Should I take supplements?
If you eat a healthy and varied diet and follow the recommendations of Canada’s Food Guide, you are very likely meeting your vitamin and mineral requirements.
However, in some cases, it may be necessary to add supplements to complete your diet. Fortunately, there is a wide variety of vitamin and mineral formulas available. Some contain only one, while others contain a combination. There are several things to consider when choosing which ones are right for you: specific needs, age, sex, lifestyle, etc.

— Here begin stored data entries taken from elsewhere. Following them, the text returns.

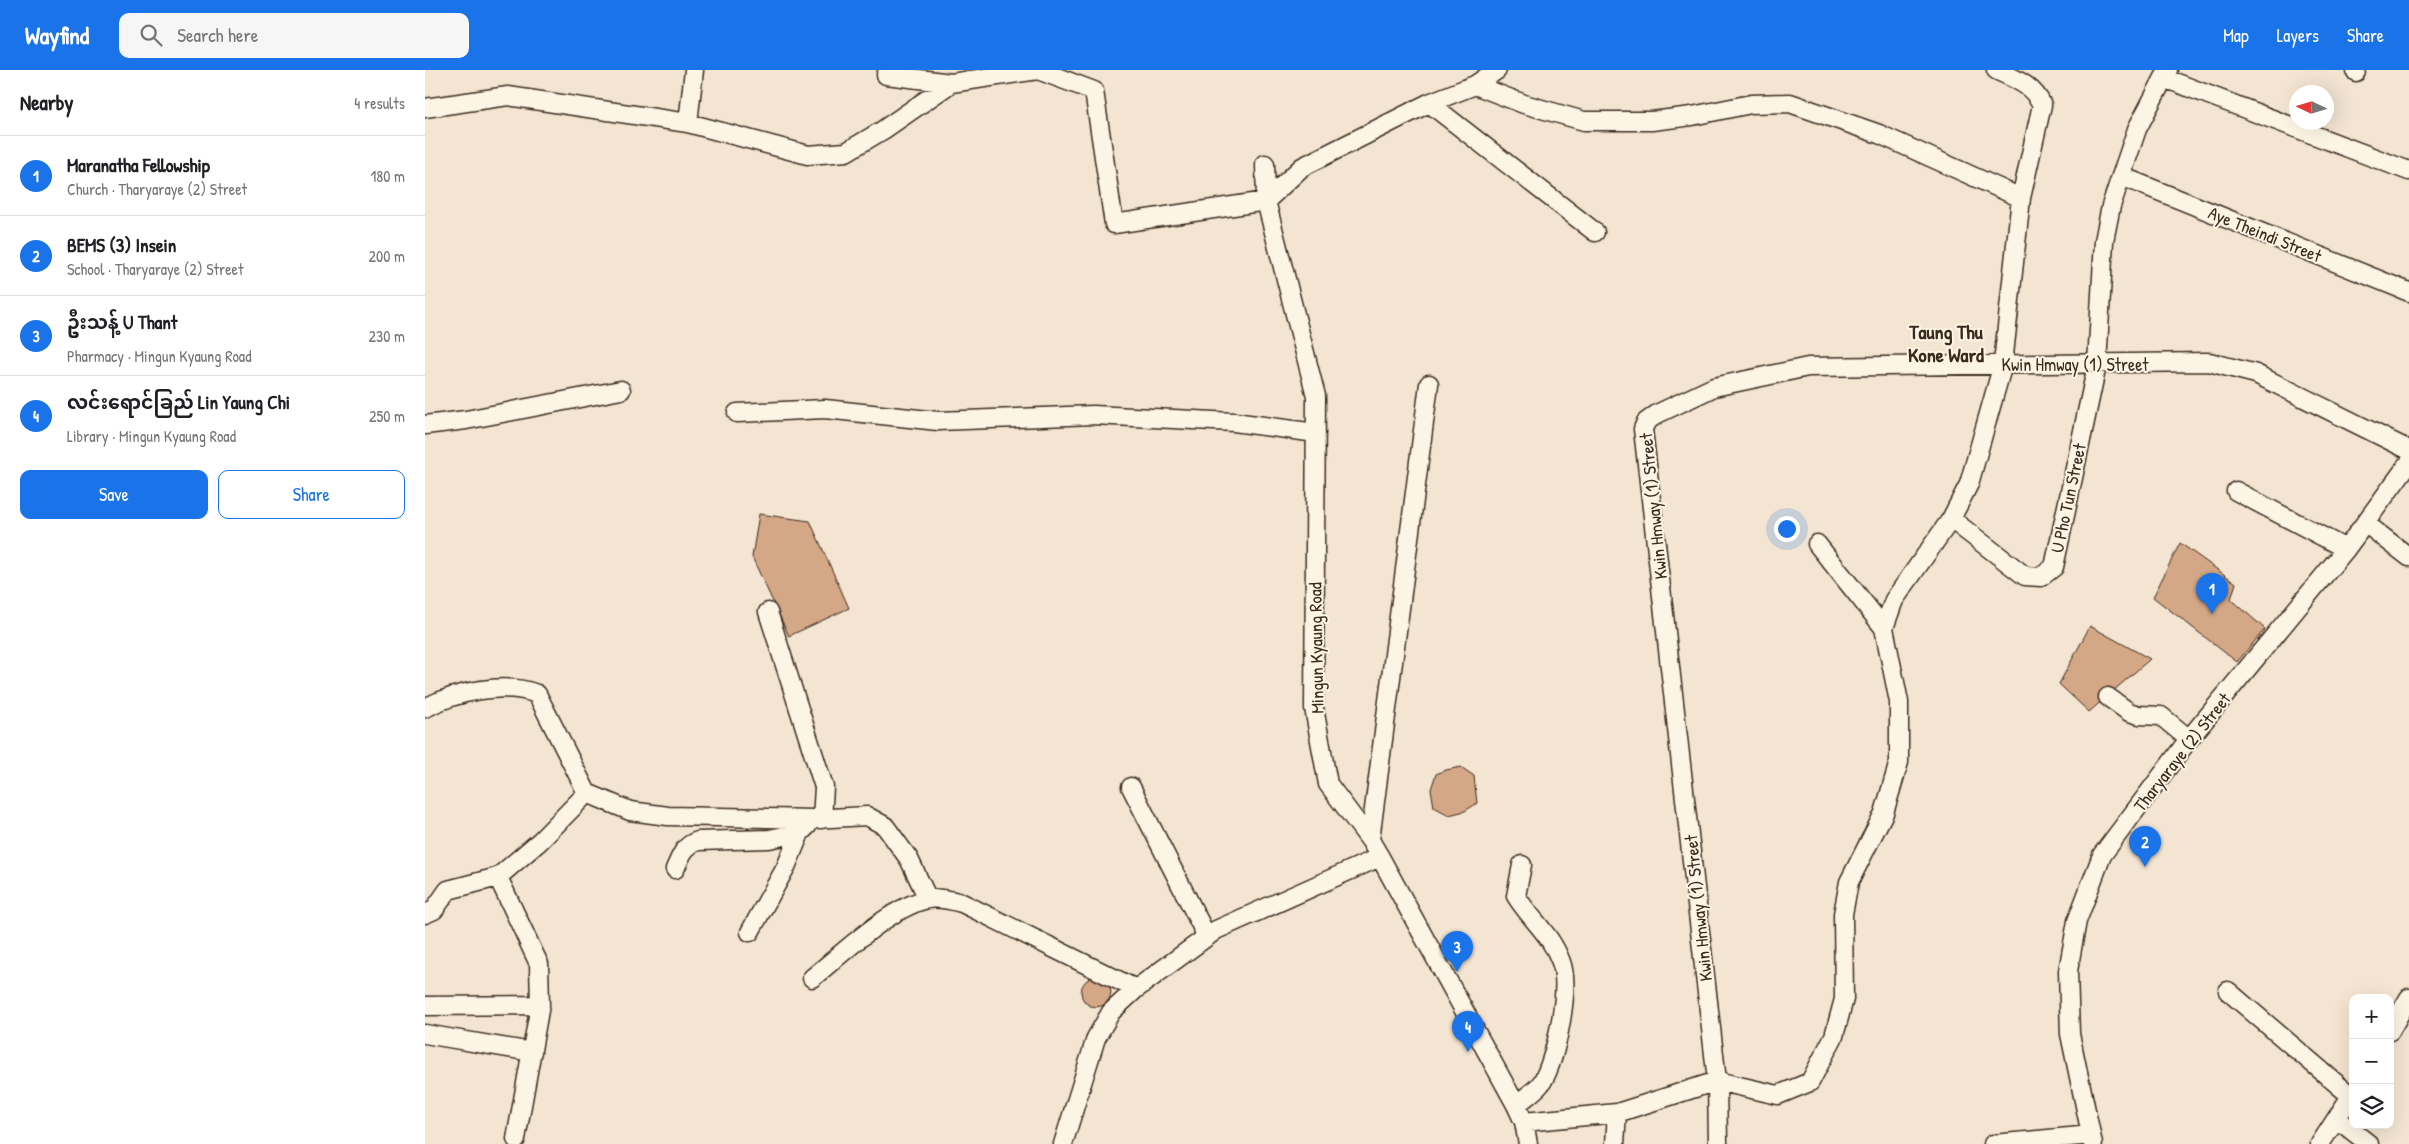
<!DOCTYPE html>
<html lang="en">
<head>
<meta charset="utf-8">
<style>
	:root { --surface:#fff; --page:#f6f6f6; --text:#202124; --muted:#757577; --line:#e0e0e0; --accent:#1a73e8 }
	body { margin:0; font-family:"Patrick Hand","Noto Sans Myanmar",sans-serif; background:var(--page); color:var(--text) }
	.controls { position:absolute; right:15px; bottom:15px; display:grid; overflow:hidden; border-radius:10px; box-shadow:0 5px 20px #0002 }
	.controls button { width:45px; height:45px; display:grid; place-items:center; padding:0; border:0; border-bottom:1px solid var(--line); background:var(--surface); color:var(--text); font:25px sans-serif }
	.compass { position:absolute; left:1864px; top:15px; width:45px; height:45px; border-radius:50%; background:var(--surface); box-shadow:0 5px 20px #0002; rotate:274deg }
	.you { position:absolute; left:1361px; top:458px; width:18px; height:18px; margin:-12px; border:4px solid #fff; border-radius:50%; background:#1a73e8; box-shadow:0 0 0 8px #1a73e833 }
	.badge { display:grid; place-items:center; width:32px; height:32px; border-radius:50%; background:var(--accent); color:#fff; font-size:16px; font-weight:700 }
	.pin { position:absolute; translate:-50% -41px; filter:drop-shadow(0 1px 2px #0008) }
	.pin::after { content:''; position:absolute; top:26px; width:18px; height:15px; background:inherit; clip-path:polygon(0 0,100% 0,50% 100%) }
	.list { margin:0; padding:0; list-style:none }
	h2 { display:flex; justify-content:space-between; align-items:center; height:65px; margin:0; padding:0 20px; font-size:21px }
	h2 small { font-size:16px; font-weight:400; color:var(--muted) }
	.list li { display:grid; grid-template-columns:32px 1fr auto; gap:15px; align-items:center; box-sizing:border-box; height:80px; padding:0 20px; border-top:1px solid var(--line) }
	.list b { display:block; font-size:19px; white-space:nowrap }
	.list p { margin:0; font-size:16px; white-space:nowrap; color:var(--muted) }
	.list em { font-size:16px; font-style:normal; color:var(--muted) }
	.actions { display:flex; gap:10px; padding:15px 20px }
	.actions a { flex:1; padding:11px 0; border:1px solid var(--accent); border-radius:10px; text-align:center; font-size:18px; color:var(--accent) }
	.actions .main { background:var(--accent); color:#fff }
	.icon { flex:none; width:28px; height:28px; fill:none; stroke:currentColor; stroke-width:2; stroke-linecap:round; stroke-linejoin:round }
	.map { position:relative; flex:none; width:1984px; height:1074px; overflow:hidden }
	header { display:flex; align-items:center; gap:30px; box-sizing:border-box; height:70px; padding:0 25px; background:var(--accent); color:#fff }
	header strong { font-size:24px }
	nav { display:flex; gap:28px; margin-inline-start:auto; font-size:18px }
	.search { width:350px; height:45px; background:var(--page); display:flex; align-items:center; gap:12px; box-sizing:border-box; padding:0 18px; border-radius:10px; color:var(--muted); font-size:19px }
	main { display:flex }
	aside { flex:1; background:var(--surface) }
	.map>svg:first-child { display:block }
	.building { fill:#d4a786; stroke:#3b2a1e }
	.lines { fill:none; stroke-linecap:round; stroke-linejoin:round }
	.minor-casing { stroke:#3b2a1e; stroke-width:21 }
	.minor { stroke:#fcf5e5; stroke-width:18 }
	.labels { text-anchor:middle; dominant-baseline:central; stroke-width:4; stroke-linejoin:round; paint-order:stroke }
	.street-label { font-size:18px; fill:#3b2a1e; stroke:#fcf5e5 }
	.quarter-label { font-size:20px; font-weight:bold; fill:#3b2a1e; stroke:#fcf5e5 }
</style>
</head>
<body>
<header>
<strong>Wayfind</strong>
<div class="search"><svg class="icon" aria-label="search" viewBox="0 0 24 24"><circle cx="10" cy="10" r="6"/><path d="M15 15l6 6"/></svg>Search here</div>
<nav><a>Map</a><a>Layers</a><a>Share</a></nav>
</header>
<main>
<aside>
<h2>Nearby<small>4 results</small></h2>
<ul class="list">
<li><span class="badge">1</span><div><b>Maranatha Fellowship</b><p>Church · Tharyaraye (2) Street</p></div><em>180 m</em></li>
<li><span class="badge">2</span><div><b>BEMS (3) Insein</b><p>School · Tharyaraye (2) Street</p></div><em>200 m</em></li>
<li><span class="badge">3</span><div><b>ဦးသန့် U Thant</b><p>Pharmacy · Mingun Kyaung Road</p></div><em>230 m</em></li>
<li><span class="badge">4</span><div><b>လင်းရောင်ခြည် Lin Yaung Chi</b><p>Library · Mingun Kyaung Road</p></div><em>250 m</em></li>
</ul>
<div class="actions"><a class="main">Save</a><a>Share</a></div>
</aside>
<div class="map">
<svg width="1984" height="1074" viewBox="0 0 1984 1074">
	<rect width="100%" height="100%" fill="#f4e5d2"/>
	<filter id="ink" filterUnits="userSpaceOnUse"><feTurbulence type="fractalNoise" baseFrequency=".02" numOctaves="2"/><feDisplacementMap in="SourceGraphic" scale="10" xChannelSelector="R" yChannelSelector="G"/><feConvolveMatrix kernelMatrix="1 2 1 2 8 2 1 2 1" color-interpolation-filters="sRGB"/></filter>
	<g filter="url(#ink)">
		<path class="building" d="M334,444L385,451L424,538L364,566L327,487Z
			M1755,473L1811,513L1806,529L1840,559L1812,592L1728,527Z
			M1665,556L1725,589L1664,642L1634,614Z
			M1036,697L1049,706L1052,733L1040,741L1024,745L1009,737L1006,719L1011,704L1021,700Z
			M656 922a15 15 0 1 1 30 0a15 15 0 1 1-30 0Z"/>
		<g class="lines">
			<defs>
				<path id="minor" d="M613,0L669,21L689,154L841,131L877,97L1004,33L1050,15L1072,0
					M1931,2V0
					M461,5L526,13
					M1739,8L1984,101
					M1050,15L1099,34L1159,51H1227L1267,46L1326,34L1365,33L1454,64L1596,128
					M1004,33L1170,162
					M0,38L83,26L263,53L383,85L421,82L458,60L526,13L613,0
					M263,53L269,0
					M840,94L841,131L891,326L889,638L903,714L945,770L955,787L1091,1035L1099,1052L1103,1074
					M1696,106L1984,222
					M312,343L400,339L513,351L668,345L809,352L891,363
					M0,355L41,350L196,320
					M1811,421L1921,479
					M1526,449L1600,506L1616,507L1629,497L1672,295L1679,171L1686,136L1712,59L1743,0
					M1940,453L1984,487
					M1392,474L1459,558
					M343,542L399,717L397,749
					M1683,627L1704,642L1714,645L1736,646L1764,669
					M0,638C30,622 80,611 112,624L162,723L205,741L243,746L388,749L442,746L460,756L484,789L503,829
					M706,717L782,867
					M945,770L1004,314
					M250,799C256,786 259,775 273,771L344,769L375,763
					M73,807L114,894L115,935
					M0,844L9,840L23,820L73,807L115,771L162,723
					M325,862L361,797L375,763L383,755
					M387,908C417,884 465,837 503,829C514,827 526,830 537,833L711,919
					M1803,921L1926,1026
					M0,936L115,935L91,1069
					M1965,961L1984,928
					M0,964L107,982
					M1091,1035C1099,1028 1111,1021 1117,1012C1131,989 1146,918 1136,892C1126,864 1106,850 1091,826L1097,795
					M1912,1049L1944,1074
					M1099,1052L1192,1043
					M638,1074L671,968L686,942L711,919L791,860L955,787
					M1190,1074L1192,1043L1292,1011L1353,1025L1385,1012L1409,966L1419,929L1418,844L1424,812L1459,743L1474,692V632L1459,558L1469,530L1526,449L1544,414L1578,294L1596,128L1617,35C1608,15 1590,9 1571,0
					M1293,1074L1292,1011L1218,359L1221,352L1232,344L1289,317L1383,297L1784,292L1831,304L1984,380
					M1568,1074L1666,1065
					M1668,1074L1645,964L1643,901L1652,851L1677,785L1764,669L1921,479L1984,393
					M1895,1074L1928,1023"/>
			</defs>
			<use href="#minor" class="minor-casing"/>
			<use href="#minor" class="minor"/>
		</g>
	</g>
	<g class="labels">
		<g class="street-label">
			<text transform="translate(1840 164) rotate(22)">Aye Theindi Street</text>
			<text x="1650" y="294">Kwin Hmway (1) Street</text>
			<text transform="translate(1643 428) rotate(-78)">U Pho Tun Street</text>
			<text transform="translate(1228 436) rotate(-96)">Kwin Hmway (1) Street</text>
			<text transform="translate(891 578) rotate(-91)">Mingun Kyaung Road</text>
			<text transform="translate(1757 682) rotate(-52)">Tharyaraye (2) Street</text>
			<text transform="translate(1273 838) rotate(-96)">Kwin Hmway (1) Street</text>
		</g>
		<g class="quarter-label">
			<text x="1521" y="261">Taung Thu<tspan x="1521" dy="23">Kone Ward</tspan></text>
		</g>
	</g>
</svg>
<div class="controls">
<button>+</button>
<button>−</button>
<button><svg class="icon" aria-label="layers" viewBox="0 0 24 24"><path d="M12 4l9 5-9 5-9-5zM3 14l9 5 9-5"/></svg></button>
</div>
<svg class="compass" viewBox="-18 -18 36 36"><path d="M0-13l5 13h-10z" fill="#e53935"/><path d="M0 13l5-13h-10z" fill="#757577"/></svg>
<div class="you"></div>
<div class="pin badge" style="left:1787px;top:544px">1</div>
<div class="pin badge" style="left:1720px;top:797px">2</div>
<div class="pin badge" style="left:1032px;top:902px">3</div>
<div class="pin badge" style="left:1043px;top:982px">4</div>
</div>
</main>
</body>
</html>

If you are thinking of adding vitamins and/or minerals to your diet, the following will help you make the choices that are best suited for you:
- Ask your pharmacist to help you figure out your specific needs.
- Tell your pharmacist about any medications you’re already taking, as some may interact with certain vitamins and minerals.
- Take the recommended dose of supplement every day according to the advice of your pharmacist or the manufacturer.
- Take the supplement with food unless otherwise indicated.
- Remember that supplements are not a substitute for a healthy diet.